__Task goal__.
Within the lines below, find those that hold the string "block" and copy each one.

__Dataset__.
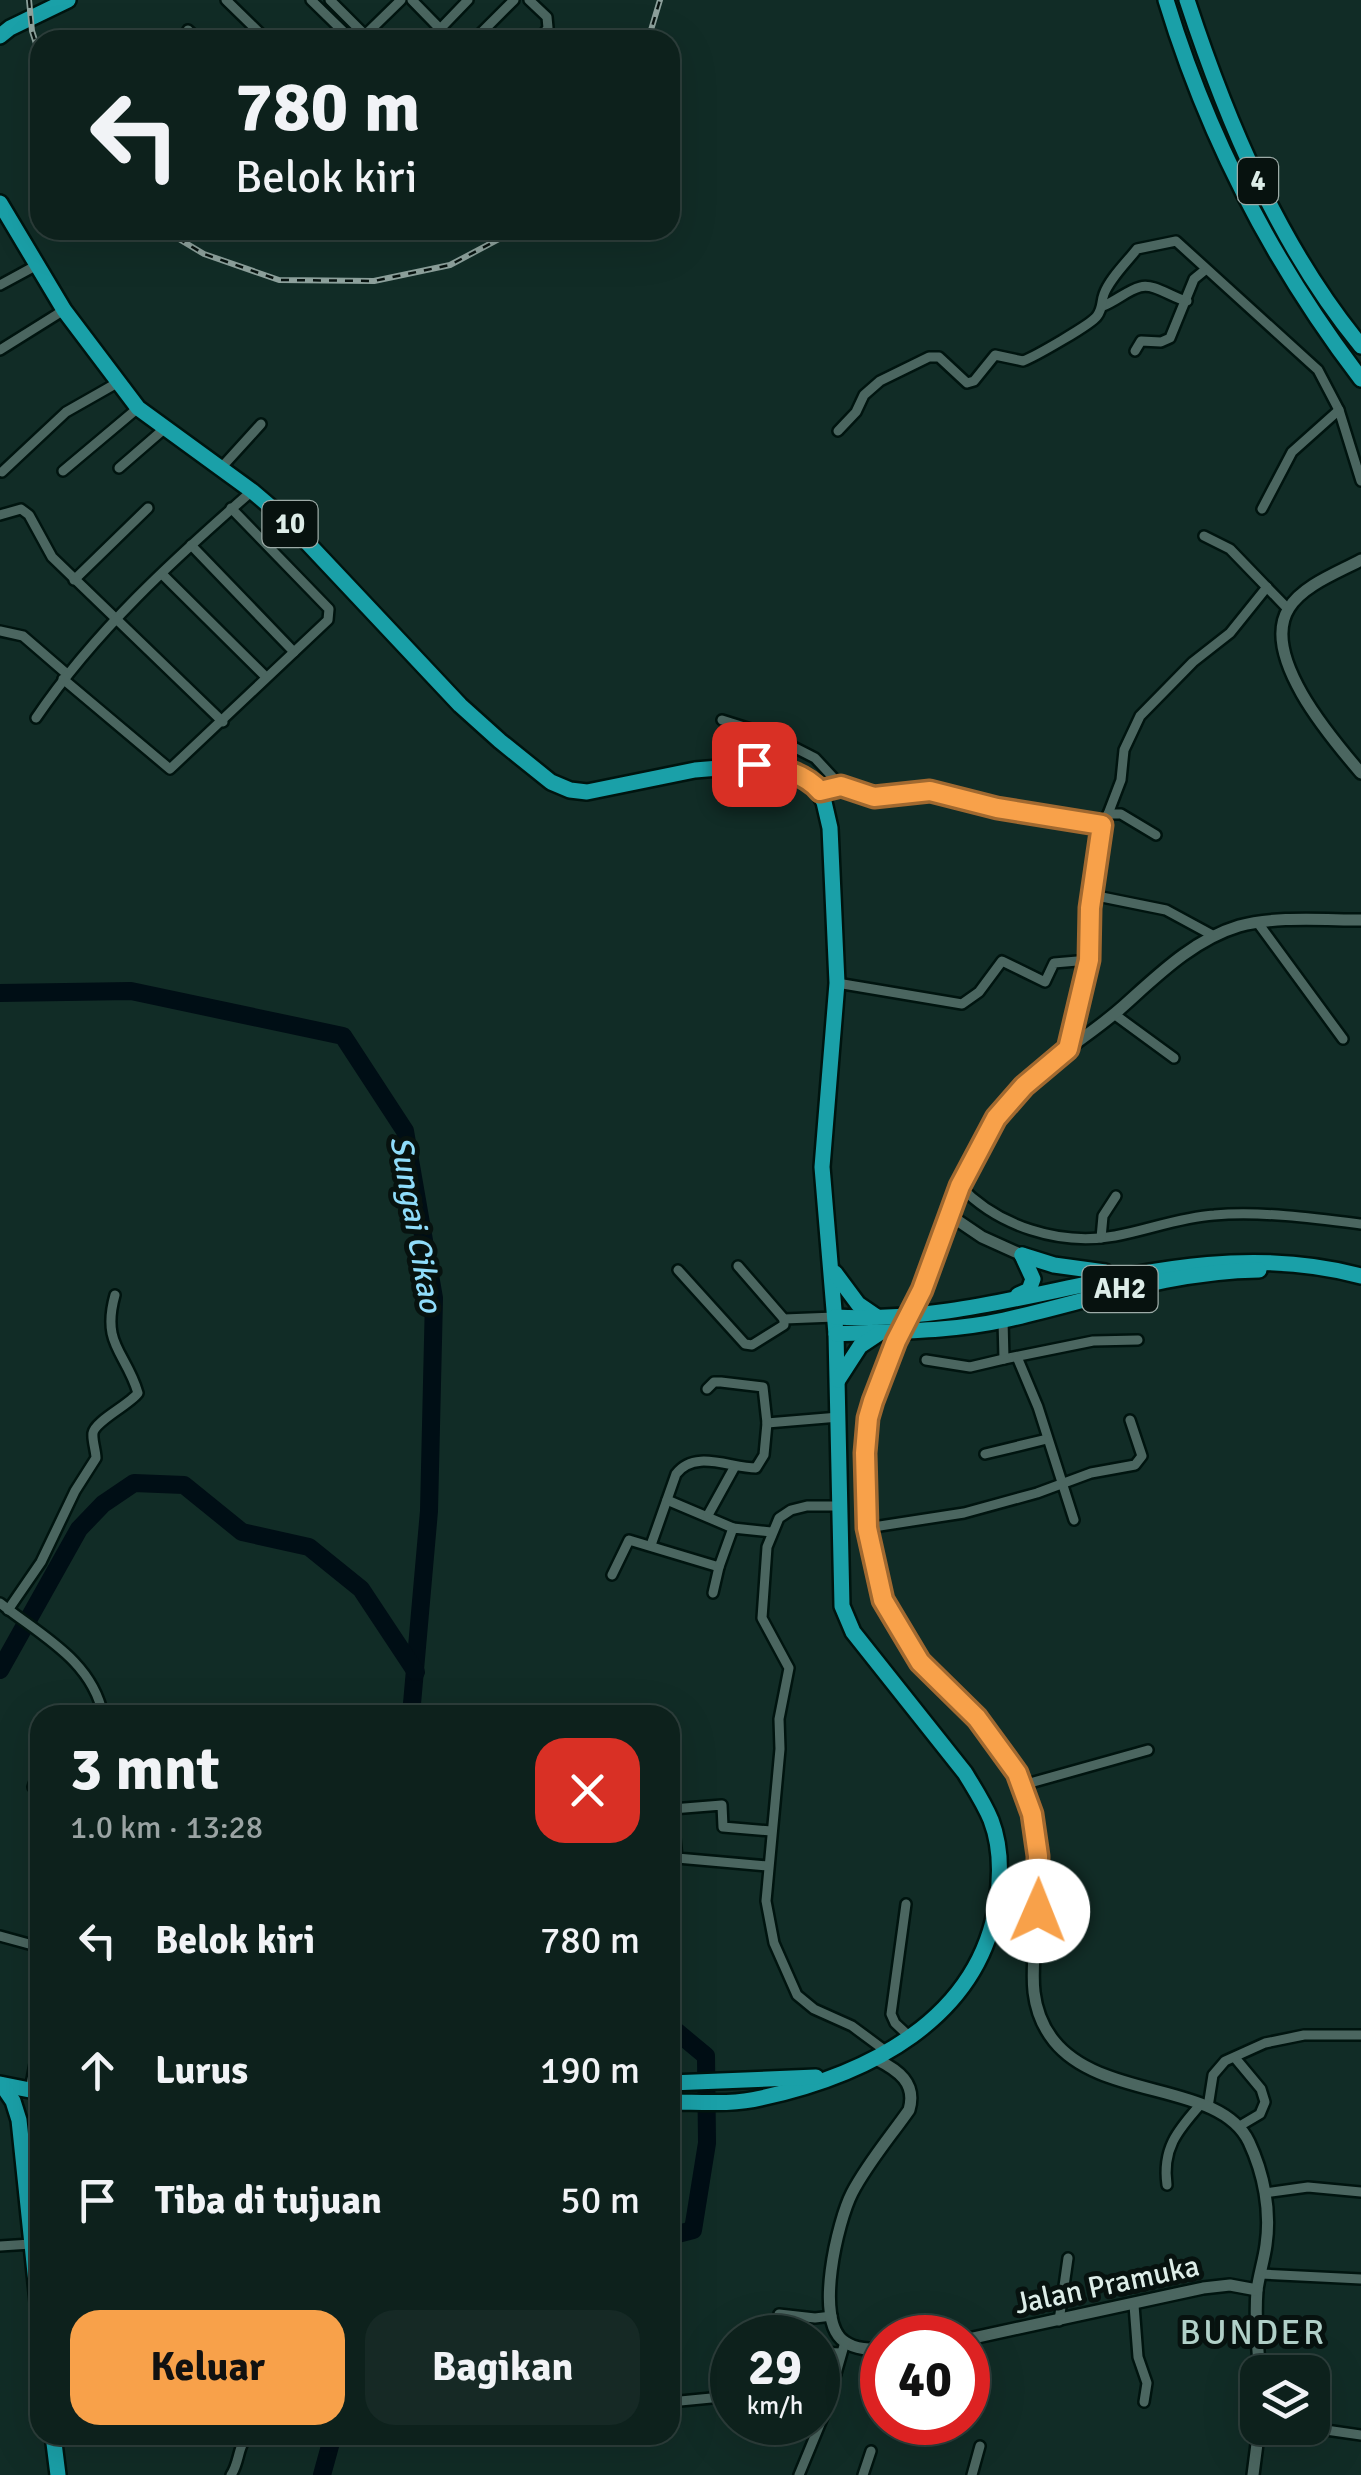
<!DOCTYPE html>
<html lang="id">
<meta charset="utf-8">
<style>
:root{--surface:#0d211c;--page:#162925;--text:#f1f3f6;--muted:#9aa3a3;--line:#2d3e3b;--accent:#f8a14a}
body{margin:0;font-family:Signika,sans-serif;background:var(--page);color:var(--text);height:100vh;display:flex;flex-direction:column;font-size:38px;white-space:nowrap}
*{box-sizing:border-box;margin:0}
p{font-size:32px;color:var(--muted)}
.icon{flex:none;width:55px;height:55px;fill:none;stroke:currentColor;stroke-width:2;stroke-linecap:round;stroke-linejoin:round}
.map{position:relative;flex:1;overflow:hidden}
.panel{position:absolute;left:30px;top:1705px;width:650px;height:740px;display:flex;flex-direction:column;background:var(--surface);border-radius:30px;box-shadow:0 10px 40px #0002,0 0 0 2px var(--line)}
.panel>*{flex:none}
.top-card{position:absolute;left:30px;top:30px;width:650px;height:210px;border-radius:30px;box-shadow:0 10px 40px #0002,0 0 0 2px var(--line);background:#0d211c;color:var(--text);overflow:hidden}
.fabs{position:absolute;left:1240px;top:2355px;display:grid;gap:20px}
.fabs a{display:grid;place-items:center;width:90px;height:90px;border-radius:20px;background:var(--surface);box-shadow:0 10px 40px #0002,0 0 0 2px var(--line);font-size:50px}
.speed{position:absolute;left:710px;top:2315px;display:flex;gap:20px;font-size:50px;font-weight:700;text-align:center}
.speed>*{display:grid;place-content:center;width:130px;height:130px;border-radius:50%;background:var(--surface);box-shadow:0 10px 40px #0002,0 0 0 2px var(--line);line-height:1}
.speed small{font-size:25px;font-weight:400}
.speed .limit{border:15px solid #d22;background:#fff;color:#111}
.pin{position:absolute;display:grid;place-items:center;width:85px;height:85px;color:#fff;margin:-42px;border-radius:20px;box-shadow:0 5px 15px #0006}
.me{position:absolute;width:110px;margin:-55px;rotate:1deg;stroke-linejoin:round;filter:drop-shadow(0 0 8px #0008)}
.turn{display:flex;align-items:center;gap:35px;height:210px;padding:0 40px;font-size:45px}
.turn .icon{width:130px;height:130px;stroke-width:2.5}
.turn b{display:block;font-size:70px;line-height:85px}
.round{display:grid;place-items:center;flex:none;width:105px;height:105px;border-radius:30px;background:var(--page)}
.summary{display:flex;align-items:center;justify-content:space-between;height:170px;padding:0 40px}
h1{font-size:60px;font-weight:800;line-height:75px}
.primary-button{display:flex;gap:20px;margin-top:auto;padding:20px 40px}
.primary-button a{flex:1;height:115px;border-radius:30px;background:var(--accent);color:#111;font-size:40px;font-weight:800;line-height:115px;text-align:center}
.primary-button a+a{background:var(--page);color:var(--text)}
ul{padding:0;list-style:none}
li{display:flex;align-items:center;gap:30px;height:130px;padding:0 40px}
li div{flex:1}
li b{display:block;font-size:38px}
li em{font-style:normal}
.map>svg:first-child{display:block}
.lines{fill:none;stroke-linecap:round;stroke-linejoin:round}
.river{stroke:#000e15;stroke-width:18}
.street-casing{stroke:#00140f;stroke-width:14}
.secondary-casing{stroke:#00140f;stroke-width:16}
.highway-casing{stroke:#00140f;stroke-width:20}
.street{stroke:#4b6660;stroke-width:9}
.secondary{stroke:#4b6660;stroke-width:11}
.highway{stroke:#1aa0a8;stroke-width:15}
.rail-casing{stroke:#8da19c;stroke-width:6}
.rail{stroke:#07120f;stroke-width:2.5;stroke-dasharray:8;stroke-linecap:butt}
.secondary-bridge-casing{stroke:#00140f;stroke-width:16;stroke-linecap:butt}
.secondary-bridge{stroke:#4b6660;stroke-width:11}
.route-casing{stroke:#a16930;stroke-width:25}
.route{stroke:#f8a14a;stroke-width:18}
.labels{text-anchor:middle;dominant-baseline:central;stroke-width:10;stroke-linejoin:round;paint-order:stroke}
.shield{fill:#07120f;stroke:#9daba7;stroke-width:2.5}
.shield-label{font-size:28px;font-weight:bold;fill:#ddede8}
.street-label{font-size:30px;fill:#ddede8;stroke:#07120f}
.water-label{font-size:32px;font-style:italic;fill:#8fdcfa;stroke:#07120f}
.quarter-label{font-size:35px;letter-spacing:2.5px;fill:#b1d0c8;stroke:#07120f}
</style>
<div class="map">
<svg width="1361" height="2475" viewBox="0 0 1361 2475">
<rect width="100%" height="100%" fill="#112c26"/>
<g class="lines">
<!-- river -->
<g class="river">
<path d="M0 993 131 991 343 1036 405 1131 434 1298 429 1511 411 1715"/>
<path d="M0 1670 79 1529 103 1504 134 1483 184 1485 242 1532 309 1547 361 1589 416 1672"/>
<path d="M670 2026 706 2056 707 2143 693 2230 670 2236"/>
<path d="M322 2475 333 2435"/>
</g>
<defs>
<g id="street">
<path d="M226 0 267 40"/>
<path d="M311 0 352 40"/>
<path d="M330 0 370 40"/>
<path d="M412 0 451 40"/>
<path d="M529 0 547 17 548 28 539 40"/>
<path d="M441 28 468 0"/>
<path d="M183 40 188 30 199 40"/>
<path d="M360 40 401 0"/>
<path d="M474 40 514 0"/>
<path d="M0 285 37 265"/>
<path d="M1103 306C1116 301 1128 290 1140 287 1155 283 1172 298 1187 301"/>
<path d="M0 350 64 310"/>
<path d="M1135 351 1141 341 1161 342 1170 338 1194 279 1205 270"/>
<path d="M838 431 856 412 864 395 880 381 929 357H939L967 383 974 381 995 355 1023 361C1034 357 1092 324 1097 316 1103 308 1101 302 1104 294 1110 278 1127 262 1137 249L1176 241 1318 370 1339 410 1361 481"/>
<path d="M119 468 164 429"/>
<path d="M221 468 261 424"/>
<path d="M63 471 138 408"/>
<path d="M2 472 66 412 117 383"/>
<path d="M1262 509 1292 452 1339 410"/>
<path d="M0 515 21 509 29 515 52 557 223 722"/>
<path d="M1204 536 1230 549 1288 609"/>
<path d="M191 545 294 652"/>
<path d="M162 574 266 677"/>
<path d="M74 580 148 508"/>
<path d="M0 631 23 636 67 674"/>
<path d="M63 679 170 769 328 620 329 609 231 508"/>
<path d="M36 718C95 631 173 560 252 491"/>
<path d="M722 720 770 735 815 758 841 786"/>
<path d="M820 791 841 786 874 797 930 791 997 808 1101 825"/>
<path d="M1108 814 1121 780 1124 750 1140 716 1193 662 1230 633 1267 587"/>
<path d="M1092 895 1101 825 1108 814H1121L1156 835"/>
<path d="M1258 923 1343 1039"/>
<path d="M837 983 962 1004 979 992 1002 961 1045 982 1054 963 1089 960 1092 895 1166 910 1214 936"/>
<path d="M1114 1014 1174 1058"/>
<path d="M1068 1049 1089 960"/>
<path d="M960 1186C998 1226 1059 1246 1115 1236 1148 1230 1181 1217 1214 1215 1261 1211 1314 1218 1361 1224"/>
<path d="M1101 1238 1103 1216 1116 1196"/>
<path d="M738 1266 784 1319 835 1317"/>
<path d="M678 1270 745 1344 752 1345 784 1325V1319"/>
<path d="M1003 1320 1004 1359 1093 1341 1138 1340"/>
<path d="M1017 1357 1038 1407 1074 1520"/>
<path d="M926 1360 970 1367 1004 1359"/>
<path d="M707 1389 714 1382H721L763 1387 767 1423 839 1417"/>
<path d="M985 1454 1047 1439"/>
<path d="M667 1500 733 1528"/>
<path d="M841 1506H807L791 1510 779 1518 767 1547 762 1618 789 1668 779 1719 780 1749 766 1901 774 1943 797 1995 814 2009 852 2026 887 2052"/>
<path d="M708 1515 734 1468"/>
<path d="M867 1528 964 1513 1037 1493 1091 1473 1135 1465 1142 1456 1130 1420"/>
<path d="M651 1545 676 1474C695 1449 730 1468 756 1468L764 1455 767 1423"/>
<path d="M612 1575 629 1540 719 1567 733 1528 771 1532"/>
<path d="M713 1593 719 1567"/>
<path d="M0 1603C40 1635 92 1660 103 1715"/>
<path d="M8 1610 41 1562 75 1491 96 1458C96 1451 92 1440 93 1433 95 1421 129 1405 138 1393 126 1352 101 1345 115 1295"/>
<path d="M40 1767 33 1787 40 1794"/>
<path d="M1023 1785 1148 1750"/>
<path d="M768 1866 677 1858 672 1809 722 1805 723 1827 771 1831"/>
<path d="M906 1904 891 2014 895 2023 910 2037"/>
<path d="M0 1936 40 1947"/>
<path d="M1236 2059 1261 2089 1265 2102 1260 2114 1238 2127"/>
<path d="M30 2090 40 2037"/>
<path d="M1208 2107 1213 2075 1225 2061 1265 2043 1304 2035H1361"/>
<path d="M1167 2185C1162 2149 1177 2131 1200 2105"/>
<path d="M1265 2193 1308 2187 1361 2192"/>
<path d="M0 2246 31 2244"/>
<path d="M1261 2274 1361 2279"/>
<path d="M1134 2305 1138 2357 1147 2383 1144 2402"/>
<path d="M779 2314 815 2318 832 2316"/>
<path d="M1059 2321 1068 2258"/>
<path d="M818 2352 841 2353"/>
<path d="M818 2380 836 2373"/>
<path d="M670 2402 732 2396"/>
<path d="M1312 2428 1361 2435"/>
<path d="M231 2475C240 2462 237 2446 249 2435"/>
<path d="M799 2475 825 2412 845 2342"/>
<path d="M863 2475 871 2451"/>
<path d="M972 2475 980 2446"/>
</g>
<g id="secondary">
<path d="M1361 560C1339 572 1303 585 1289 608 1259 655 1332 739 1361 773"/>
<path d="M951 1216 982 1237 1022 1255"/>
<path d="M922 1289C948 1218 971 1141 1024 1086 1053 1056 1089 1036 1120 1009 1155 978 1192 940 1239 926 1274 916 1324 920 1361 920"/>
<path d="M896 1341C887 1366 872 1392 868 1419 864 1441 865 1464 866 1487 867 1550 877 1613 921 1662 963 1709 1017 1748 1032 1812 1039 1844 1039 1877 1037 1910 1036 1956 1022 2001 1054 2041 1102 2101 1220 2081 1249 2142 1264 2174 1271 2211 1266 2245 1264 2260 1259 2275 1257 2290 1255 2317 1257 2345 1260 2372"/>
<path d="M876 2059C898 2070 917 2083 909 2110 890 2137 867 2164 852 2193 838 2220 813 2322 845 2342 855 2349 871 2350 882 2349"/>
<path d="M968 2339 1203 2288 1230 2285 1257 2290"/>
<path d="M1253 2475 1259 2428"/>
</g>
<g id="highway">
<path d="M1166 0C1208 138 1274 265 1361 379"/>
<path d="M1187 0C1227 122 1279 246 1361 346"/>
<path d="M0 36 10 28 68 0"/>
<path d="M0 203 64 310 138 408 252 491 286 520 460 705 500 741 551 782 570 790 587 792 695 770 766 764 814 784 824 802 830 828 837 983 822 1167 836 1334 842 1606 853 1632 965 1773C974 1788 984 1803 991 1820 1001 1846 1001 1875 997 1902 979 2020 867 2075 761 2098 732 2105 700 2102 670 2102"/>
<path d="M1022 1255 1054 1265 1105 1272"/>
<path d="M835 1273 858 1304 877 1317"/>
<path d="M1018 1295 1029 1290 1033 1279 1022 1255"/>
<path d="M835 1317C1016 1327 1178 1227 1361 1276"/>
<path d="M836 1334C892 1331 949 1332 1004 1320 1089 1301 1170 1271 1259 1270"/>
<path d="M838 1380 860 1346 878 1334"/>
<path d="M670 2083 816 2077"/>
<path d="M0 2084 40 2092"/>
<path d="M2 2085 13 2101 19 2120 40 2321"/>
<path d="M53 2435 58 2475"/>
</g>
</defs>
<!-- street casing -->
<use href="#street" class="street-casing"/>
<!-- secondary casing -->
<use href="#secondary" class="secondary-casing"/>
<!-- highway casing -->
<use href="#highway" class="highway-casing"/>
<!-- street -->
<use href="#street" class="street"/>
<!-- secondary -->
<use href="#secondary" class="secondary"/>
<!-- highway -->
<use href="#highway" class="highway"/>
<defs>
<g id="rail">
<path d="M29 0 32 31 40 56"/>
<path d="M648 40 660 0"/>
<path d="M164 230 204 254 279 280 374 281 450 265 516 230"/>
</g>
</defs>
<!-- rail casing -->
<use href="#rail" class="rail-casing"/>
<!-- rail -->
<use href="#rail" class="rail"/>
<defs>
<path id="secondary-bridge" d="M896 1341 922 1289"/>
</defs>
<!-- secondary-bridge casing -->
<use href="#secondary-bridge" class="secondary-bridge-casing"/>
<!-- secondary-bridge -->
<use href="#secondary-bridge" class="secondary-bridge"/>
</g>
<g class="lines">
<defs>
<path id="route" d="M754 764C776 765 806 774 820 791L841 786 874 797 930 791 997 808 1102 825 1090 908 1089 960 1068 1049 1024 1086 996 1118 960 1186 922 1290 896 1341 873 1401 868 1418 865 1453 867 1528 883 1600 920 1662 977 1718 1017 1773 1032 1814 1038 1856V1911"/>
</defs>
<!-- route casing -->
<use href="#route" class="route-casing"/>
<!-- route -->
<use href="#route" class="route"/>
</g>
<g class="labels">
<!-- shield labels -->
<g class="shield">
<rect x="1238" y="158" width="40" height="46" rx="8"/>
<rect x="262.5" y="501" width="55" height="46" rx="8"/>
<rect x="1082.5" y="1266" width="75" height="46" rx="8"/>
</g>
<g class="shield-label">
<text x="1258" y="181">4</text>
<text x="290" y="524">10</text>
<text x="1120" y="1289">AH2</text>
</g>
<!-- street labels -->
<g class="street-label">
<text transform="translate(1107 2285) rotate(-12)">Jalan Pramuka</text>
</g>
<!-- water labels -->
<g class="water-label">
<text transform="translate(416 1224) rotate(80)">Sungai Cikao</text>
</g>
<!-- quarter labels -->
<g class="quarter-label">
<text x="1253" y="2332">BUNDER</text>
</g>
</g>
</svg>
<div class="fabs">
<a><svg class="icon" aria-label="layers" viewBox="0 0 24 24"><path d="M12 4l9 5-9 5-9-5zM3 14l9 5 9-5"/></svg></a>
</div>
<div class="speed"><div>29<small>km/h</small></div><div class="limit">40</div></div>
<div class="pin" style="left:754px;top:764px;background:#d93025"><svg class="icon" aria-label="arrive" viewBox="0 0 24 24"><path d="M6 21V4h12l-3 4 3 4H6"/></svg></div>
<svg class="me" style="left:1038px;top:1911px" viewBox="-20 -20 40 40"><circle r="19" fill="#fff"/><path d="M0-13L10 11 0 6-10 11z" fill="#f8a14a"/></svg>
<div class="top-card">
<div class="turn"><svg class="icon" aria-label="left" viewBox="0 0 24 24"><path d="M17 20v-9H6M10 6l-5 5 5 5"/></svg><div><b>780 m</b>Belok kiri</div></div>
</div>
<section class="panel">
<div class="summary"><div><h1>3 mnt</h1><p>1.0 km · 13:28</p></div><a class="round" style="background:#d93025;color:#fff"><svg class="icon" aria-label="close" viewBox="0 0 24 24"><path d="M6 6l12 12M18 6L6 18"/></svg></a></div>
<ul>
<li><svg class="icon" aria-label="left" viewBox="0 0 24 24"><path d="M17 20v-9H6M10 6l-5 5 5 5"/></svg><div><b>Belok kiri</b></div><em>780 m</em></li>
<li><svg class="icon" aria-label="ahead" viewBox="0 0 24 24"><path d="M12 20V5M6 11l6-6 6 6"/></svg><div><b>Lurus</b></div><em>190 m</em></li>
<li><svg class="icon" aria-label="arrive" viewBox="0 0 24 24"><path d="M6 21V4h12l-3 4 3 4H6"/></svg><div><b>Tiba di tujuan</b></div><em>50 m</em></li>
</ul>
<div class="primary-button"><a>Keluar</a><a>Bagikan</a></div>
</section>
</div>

__Written response__.
.turn b{display:block;font-size:70px;line-height:85px}
li b{display:block;font-size:38px}
.map>svg:first-child{display:block}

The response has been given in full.